Along with the fact that Davis packs much more power than Haney, I think that second-round knockdown made a huge difference. If not for it, or for Garcia rocking Haney early in their fight, maybe the results for Davis-Garcia and Garcia-Haney are quite different. At the least, the events within would have unfolded very differently.

Now Garcia’s left hook has altered the boxing landscape and rendered pre-existing perceptions obsolete. Imagine telling your friends a week ago that after this fight, Garcia would have the world at his feet, with the drawing power to fight practically anyone he wants at whatever catchweight he desires, and Haney would be in weight-class purgatory. (He had trouble squeezing down to 140, but his chin now seems certain to crack against the likes of Jaron “Boots” Ennis at 147.) If Haney had won the decision most of us expected, he would be one step further on what previously looked like an inexorable path to stardom, while Garcia’s second loss would relegate him to Big-Name B-side status for good.

Garcia now knows that he can beat the crap out of Haney, as well as take his punches, without too many issues. If they fight again, Haney is going to have to fight twelve perfect rounds to avoid a repeat. But with his own confidence impacted by the three knockdowns and eventual loss, will he be able to put the pieces back together? In any case, Garcia will have the leverage to dictate terms for a rematch, and you can bet he won’t want to fight at 140 (or even 143.2) ever again.

Yet another ripple effect of Garcia’s left-hook fusillade: very few people are talking about the fact that this was a close fight. Have you ever seen a tight distance fight as high-profile as this with less controversy over the scoring? Garcia pummeling Haney down the stretch obscured the fact that he lost most of the rounds in which he didn’t knock Haney down. Mike Coppinger and Dan Rafael, two of boxing’s highest-profile writers, both scored the fight for Haney – and were immediately ridiculed on Twitter. Coppinger is even backtracking, admitting that he probably got the scoring of the sixth and 12th rounds wrong.

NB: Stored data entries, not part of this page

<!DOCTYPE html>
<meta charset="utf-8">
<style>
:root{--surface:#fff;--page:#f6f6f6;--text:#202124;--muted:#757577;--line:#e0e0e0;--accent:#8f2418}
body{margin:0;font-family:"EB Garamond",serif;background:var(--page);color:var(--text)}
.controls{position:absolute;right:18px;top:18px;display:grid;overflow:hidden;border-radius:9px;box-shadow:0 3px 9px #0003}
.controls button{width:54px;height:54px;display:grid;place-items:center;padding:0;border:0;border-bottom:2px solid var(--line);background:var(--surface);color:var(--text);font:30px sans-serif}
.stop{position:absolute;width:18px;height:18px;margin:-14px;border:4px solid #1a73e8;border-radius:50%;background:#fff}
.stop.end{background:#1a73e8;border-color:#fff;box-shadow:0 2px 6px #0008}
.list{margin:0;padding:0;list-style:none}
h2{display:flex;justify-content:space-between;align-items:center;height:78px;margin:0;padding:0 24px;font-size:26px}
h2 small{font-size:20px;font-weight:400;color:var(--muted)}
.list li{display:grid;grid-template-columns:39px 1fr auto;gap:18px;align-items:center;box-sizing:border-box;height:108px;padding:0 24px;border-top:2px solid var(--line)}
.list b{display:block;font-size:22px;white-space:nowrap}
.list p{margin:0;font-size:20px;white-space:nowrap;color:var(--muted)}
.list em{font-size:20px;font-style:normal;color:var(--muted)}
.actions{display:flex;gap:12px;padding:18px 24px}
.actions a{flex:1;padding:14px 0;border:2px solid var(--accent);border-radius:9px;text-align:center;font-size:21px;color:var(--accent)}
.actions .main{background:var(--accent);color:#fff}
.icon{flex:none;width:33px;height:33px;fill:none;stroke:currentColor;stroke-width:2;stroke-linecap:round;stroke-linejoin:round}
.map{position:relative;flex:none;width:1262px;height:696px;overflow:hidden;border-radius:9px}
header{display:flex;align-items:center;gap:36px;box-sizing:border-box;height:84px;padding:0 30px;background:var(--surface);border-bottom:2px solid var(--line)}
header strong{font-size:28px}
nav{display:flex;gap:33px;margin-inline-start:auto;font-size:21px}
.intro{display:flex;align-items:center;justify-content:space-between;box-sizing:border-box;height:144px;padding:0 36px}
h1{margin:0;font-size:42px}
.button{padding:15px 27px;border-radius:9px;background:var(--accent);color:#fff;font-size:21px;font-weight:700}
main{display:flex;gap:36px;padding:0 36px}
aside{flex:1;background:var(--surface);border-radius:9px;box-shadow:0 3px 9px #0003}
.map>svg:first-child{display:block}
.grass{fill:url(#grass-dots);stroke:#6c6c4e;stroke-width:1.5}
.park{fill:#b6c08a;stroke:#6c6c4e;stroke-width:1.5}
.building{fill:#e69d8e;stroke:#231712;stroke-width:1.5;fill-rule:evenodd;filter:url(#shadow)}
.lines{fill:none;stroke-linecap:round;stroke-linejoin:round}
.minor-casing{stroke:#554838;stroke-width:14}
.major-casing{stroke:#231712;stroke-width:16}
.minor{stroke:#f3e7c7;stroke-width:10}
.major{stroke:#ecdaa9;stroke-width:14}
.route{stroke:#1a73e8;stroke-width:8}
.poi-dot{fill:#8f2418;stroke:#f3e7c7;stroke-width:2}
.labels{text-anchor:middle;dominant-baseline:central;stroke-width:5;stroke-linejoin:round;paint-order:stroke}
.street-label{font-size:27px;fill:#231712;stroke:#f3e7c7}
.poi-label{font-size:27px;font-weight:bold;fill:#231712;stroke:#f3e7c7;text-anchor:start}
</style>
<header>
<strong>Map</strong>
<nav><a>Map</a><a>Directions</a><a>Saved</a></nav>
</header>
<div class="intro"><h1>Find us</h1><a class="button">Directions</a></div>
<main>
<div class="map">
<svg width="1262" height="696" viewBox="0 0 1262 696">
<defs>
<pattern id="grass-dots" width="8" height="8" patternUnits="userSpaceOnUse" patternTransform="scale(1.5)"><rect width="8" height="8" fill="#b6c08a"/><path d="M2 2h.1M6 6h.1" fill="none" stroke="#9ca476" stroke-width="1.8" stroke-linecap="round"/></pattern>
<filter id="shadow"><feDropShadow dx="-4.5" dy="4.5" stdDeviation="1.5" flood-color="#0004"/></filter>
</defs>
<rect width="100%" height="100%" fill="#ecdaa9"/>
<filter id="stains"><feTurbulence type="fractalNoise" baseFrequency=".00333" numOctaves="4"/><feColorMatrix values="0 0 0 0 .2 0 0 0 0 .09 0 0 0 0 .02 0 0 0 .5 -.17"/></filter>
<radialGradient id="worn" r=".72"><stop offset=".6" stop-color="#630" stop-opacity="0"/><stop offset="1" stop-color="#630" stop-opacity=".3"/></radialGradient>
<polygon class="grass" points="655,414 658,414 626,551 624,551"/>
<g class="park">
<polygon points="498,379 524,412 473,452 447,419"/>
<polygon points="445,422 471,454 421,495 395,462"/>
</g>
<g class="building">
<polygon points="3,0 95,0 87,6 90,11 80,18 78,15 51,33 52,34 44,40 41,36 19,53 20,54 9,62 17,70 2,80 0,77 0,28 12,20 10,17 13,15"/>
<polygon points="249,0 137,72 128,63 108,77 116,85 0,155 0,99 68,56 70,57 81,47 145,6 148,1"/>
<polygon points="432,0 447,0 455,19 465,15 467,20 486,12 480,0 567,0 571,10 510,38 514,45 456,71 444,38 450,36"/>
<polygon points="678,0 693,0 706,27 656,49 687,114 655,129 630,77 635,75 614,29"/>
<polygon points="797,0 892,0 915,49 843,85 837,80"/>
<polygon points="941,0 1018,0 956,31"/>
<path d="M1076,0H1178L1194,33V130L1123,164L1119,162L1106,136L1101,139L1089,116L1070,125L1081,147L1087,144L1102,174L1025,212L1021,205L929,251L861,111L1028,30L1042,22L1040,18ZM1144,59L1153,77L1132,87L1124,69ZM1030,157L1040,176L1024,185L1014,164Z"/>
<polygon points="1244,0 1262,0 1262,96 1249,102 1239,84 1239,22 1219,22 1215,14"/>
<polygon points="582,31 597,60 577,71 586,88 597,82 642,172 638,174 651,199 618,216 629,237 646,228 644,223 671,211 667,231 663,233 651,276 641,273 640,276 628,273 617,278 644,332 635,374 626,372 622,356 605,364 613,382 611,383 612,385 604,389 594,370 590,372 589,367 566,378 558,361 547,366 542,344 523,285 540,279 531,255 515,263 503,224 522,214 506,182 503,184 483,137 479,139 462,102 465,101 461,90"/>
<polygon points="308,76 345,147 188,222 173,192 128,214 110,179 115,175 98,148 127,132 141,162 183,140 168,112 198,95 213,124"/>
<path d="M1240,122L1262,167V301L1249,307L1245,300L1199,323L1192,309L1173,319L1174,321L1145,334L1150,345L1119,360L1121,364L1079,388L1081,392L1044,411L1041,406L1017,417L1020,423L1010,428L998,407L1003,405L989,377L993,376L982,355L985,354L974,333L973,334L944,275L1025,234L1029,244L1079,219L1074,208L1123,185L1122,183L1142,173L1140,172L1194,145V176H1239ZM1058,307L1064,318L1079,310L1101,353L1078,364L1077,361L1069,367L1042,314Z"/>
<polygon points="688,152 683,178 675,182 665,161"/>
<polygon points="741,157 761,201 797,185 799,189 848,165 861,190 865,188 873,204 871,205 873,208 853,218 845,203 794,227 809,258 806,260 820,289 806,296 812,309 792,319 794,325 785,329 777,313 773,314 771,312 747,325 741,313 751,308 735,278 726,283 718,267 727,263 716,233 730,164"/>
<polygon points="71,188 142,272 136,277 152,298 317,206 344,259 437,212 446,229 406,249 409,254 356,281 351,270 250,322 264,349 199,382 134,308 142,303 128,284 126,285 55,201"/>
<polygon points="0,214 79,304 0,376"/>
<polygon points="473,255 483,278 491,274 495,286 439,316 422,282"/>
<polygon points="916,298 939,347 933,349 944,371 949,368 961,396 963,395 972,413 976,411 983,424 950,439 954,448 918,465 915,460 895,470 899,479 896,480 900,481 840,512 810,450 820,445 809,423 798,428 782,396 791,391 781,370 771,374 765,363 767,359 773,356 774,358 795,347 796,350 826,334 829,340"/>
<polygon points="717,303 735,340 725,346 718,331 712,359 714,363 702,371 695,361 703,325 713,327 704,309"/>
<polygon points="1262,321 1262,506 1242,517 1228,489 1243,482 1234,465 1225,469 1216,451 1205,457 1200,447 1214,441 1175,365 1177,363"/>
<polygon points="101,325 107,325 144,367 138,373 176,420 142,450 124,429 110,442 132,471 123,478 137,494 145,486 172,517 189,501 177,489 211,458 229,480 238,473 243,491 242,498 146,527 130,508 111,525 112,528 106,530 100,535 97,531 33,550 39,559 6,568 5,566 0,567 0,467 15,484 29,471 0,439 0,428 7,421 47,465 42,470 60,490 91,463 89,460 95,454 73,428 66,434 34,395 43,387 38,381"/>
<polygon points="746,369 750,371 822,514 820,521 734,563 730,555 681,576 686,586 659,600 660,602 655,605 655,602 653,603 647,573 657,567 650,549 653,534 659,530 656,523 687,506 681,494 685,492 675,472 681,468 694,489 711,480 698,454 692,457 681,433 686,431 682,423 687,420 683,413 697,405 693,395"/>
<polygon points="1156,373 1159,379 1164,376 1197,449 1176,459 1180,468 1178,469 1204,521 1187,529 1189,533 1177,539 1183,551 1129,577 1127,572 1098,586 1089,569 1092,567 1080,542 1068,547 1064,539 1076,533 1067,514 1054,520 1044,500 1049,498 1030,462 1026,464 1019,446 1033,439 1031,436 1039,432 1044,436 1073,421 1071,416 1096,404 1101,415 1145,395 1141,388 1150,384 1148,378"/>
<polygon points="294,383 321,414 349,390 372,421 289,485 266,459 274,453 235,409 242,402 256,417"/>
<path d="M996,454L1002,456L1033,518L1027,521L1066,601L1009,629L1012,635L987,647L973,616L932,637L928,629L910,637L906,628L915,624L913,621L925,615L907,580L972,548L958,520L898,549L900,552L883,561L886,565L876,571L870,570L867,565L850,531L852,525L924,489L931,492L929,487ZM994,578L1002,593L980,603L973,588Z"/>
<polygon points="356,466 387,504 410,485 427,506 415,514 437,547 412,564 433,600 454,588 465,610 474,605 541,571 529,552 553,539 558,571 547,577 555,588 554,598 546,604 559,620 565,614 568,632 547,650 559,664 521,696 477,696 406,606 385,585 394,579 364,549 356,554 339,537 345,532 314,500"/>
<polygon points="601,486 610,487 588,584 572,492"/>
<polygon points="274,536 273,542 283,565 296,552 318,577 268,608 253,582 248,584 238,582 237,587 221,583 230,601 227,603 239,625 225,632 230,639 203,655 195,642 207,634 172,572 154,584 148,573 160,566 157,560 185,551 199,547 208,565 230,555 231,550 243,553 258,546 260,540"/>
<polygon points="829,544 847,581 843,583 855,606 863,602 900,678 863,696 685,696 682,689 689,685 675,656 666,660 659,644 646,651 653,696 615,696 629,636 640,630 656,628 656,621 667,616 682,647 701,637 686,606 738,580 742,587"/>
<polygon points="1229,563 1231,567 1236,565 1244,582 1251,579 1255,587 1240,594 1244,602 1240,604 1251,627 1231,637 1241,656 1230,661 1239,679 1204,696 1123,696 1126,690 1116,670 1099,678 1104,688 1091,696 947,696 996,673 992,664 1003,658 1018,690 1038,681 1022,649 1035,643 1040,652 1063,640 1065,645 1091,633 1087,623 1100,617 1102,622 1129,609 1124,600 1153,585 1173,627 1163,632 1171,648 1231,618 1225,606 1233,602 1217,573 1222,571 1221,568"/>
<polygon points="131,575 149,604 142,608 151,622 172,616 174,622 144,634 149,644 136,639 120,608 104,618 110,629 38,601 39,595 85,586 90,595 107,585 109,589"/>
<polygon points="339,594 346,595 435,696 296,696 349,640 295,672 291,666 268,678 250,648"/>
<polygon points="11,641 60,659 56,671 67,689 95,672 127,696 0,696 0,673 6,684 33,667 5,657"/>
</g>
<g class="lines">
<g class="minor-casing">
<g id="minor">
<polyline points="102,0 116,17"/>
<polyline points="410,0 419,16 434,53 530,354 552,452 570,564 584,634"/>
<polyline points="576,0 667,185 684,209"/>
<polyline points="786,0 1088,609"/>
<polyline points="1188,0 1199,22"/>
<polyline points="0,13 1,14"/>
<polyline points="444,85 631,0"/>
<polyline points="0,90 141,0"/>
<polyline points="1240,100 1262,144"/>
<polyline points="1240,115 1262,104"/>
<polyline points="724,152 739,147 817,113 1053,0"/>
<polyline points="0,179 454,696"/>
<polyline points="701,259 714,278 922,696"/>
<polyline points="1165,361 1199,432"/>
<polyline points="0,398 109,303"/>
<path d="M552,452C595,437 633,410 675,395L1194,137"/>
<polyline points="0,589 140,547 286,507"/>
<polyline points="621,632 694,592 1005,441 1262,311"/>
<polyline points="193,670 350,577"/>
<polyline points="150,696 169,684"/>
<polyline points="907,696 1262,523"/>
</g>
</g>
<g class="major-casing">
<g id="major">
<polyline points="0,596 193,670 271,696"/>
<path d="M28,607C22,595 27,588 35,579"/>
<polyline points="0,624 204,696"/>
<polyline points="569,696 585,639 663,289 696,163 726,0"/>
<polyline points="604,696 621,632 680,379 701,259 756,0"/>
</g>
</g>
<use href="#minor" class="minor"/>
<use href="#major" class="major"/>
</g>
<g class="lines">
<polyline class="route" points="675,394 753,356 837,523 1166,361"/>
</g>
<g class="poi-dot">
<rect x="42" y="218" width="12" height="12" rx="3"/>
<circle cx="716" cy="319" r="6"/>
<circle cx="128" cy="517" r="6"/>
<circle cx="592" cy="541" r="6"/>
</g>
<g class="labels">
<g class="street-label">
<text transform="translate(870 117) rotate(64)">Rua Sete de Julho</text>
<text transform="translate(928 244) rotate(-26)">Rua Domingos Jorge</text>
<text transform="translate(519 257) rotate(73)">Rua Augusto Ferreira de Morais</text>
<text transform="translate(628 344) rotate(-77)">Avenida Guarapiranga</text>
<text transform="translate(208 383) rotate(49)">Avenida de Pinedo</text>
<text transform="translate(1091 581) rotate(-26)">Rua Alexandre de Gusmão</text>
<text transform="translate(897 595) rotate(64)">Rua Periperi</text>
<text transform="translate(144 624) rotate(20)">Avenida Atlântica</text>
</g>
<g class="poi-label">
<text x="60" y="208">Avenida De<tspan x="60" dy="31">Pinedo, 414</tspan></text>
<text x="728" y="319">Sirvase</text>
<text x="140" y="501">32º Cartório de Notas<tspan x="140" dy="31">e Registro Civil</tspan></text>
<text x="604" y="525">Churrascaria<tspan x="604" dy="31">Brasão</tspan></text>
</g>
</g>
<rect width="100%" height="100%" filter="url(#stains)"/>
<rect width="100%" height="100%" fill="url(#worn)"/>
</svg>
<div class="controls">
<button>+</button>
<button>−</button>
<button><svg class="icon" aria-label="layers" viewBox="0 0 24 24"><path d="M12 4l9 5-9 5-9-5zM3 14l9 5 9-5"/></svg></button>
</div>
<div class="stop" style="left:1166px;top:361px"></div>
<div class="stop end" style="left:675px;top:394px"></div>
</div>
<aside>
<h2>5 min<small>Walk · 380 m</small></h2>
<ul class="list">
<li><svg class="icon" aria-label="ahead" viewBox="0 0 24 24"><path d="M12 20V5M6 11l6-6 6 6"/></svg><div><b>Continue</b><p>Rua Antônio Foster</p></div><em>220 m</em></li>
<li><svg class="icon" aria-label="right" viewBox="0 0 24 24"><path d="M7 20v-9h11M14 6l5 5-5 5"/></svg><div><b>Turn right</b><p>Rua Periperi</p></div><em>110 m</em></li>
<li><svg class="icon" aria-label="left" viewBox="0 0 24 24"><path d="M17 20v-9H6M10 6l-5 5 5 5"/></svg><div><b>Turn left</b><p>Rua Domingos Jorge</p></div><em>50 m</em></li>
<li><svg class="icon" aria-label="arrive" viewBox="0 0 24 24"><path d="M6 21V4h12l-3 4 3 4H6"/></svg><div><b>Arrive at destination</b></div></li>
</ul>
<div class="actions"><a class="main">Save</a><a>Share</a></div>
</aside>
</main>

Chris Mannix had the fight a draw, as did one of the three official judges.

Even crazier than all that: Bill and Devin Haney themselves have yet to make a peep about the scoring.

But because of the damage that left hook inflicted on Haney, we aren’t talking about a close fight. I’ve spent a truly alarming amount of time reading and listening to Haney-Garcia recaps, and besides on Morning Kombat’s Monday morning show, I have not heard a single mention of Robin Taylor’s questionable 115-109 card for Garcia. Taylor gave Garcia every round after the fifth – meaning Garcia would have won on her card with no knockdowns. The fight ended with Garcia so emphatically in charge that no one can put much momentum behind a case that Haney had a case for a draw, much less a narrow win, even if they can ground their argument in facts. People will just reply with a GIF of Haney crashing to the canvas from one of Garcia’s perfect lefts. 

Haney can rebuild and Garcia may yet find a way to sink himself, but it will take months at minimum to reverse the impact of this 36-minute fight – which all started with that blink-and-you’ll-miss-it left hook just after the opening bell.

One punch really can change everything.